Moi aussi je le croyais immortel, Michel Serrault. Lui qui disait, à près de 70 ans, qu'il pourrait jouer une petite fille de deux ans si on lui donnait le rôle. La dernière fois où j'ai eu la chance de le voir en chair et en os, c'était au Grand Rex pour la première d'Une hirondelle a fait le printemps. Il n'avait fait qu'une bouchée du ministre de l'agriculture de l'époque, qui était venu lui remettre la médaille du mérite agricole. Jean Glavany se demandait à chaque phrase le concernant, le sourire un peu crispé devant la salle hilare, si c'était de l'art ou du cochon. Un grand moment, comme toujours avec ce grand bonhomme.

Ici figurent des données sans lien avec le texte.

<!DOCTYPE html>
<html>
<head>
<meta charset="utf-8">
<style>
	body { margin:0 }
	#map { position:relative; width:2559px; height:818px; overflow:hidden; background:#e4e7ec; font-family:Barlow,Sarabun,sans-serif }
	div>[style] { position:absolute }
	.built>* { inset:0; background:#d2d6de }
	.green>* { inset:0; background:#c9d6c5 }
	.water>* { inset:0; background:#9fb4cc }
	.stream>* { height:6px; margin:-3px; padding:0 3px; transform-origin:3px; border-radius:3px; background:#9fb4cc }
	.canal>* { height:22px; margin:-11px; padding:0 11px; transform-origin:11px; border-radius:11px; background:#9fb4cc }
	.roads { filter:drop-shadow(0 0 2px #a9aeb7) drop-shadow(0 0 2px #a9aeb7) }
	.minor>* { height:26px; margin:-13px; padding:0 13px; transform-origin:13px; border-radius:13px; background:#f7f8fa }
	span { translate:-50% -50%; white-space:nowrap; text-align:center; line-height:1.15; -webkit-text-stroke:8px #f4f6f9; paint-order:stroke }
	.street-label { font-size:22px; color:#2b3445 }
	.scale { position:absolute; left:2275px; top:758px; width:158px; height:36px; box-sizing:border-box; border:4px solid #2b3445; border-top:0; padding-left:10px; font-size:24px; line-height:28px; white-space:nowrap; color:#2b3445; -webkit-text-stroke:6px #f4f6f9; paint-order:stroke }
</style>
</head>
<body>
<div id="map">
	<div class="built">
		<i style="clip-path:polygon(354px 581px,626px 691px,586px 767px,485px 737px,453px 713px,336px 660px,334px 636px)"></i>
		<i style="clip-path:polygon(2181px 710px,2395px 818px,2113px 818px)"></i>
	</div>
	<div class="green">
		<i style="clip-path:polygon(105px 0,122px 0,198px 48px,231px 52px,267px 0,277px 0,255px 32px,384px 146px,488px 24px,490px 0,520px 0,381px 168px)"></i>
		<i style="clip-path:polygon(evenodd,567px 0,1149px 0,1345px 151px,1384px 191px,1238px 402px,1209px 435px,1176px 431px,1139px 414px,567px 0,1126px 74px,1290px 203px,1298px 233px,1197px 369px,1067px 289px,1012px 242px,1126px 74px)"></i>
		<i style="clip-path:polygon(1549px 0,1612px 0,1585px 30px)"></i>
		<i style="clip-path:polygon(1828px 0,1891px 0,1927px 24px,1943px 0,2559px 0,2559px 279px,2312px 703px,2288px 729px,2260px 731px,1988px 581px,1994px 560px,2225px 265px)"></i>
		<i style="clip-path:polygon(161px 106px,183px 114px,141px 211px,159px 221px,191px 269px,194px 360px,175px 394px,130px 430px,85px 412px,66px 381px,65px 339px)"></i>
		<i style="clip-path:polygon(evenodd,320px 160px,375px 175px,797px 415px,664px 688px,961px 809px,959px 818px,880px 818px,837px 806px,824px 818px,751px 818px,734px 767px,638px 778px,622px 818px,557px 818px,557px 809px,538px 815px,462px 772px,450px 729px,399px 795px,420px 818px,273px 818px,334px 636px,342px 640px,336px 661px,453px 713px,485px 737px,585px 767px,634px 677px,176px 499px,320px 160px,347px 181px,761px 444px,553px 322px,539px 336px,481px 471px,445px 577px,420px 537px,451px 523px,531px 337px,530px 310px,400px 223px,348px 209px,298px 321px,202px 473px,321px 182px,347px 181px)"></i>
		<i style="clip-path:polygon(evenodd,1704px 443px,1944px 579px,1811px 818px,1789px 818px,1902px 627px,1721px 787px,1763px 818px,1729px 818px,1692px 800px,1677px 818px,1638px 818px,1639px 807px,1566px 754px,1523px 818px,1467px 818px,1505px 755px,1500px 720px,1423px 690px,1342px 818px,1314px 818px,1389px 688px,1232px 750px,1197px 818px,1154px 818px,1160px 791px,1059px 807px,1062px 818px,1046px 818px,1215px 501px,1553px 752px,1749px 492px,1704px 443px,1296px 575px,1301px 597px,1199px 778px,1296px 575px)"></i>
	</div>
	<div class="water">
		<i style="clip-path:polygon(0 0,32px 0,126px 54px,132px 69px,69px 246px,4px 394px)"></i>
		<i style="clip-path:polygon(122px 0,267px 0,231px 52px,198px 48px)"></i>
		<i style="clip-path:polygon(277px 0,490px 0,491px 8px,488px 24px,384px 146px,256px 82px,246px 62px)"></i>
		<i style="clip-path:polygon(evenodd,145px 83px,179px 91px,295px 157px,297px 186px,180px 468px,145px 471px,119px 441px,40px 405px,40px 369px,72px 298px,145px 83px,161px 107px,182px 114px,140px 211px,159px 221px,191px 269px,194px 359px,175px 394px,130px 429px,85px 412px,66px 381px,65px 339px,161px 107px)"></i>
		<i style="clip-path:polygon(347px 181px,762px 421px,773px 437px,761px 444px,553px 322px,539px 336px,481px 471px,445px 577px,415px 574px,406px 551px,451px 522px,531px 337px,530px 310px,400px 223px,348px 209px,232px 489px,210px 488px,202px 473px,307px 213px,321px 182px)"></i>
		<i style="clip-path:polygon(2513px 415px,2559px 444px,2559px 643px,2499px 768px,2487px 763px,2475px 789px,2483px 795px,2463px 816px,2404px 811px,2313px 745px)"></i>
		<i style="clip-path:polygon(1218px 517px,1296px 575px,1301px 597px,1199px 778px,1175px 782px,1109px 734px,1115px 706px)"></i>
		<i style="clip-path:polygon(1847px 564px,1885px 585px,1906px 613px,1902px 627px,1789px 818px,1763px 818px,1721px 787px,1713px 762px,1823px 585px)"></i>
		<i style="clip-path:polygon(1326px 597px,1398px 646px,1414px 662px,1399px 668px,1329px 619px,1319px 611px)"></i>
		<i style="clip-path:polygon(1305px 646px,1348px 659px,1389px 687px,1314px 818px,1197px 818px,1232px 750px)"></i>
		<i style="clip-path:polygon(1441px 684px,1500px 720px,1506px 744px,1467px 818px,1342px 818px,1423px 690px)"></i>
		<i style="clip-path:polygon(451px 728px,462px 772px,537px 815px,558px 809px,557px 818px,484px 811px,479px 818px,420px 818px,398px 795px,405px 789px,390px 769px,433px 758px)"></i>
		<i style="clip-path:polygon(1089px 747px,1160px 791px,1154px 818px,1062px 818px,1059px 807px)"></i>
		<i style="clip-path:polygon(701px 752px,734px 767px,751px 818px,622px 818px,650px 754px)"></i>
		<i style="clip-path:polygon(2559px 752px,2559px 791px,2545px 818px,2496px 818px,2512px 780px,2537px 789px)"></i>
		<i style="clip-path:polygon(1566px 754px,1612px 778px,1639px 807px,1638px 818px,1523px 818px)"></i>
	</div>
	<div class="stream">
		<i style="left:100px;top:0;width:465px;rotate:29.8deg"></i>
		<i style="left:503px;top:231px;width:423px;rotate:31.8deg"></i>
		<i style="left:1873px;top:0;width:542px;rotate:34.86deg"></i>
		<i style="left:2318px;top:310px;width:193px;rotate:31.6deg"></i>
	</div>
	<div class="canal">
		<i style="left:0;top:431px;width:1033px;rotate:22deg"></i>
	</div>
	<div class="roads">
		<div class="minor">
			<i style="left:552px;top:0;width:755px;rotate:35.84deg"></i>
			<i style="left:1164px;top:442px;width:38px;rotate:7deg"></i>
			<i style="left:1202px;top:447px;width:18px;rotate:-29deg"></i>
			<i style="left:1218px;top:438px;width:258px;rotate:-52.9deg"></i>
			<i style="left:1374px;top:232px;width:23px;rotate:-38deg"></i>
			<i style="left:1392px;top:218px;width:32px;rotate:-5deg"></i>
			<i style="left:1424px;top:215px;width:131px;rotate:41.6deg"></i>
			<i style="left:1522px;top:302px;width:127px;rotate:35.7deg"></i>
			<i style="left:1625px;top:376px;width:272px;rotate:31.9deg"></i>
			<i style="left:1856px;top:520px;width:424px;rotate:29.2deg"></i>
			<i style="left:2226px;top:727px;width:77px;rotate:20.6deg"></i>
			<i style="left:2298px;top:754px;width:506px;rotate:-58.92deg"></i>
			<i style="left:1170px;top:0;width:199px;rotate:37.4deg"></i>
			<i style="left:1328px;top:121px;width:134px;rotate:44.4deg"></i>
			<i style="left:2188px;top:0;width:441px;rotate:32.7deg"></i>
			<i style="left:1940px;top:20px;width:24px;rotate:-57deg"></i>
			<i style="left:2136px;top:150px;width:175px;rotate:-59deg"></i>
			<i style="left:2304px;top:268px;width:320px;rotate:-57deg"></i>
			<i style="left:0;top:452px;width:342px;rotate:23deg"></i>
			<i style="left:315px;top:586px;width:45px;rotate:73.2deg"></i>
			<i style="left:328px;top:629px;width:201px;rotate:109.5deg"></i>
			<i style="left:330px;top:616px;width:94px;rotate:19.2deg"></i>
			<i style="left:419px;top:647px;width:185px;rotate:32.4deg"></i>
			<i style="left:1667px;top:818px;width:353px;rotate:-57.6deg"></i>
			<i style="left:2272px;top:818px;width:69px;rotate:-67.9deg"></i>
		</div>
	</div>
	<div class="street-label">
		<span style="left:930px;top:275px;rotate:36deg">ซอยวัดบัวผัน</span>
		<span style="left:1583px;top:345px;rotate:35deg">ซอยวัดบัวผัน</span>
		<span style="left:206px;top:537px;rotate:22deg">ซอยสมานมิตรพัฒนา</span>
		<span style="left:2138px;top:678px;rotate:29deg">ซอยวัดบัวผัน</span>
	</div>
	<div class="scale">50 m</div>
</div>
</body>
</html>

Pour une raison qui doit tenir à mon humour (noir), cette nouvelle m'a instantanément rappelé ce funeste "Pierre Desproges est mort, étonnant non ?" qui m'avait saisi au réveil un froid matin de 1988 à Nancy. Il y a des nouvelles qui vous gâchent une journée.

2 commentaires

Serrault, Bergman, Antonioni : c'est l'hécatombe ! :-( Et aussi la fin d'une époque : la mort des derniers maîtres du cinéma en noir et blanc.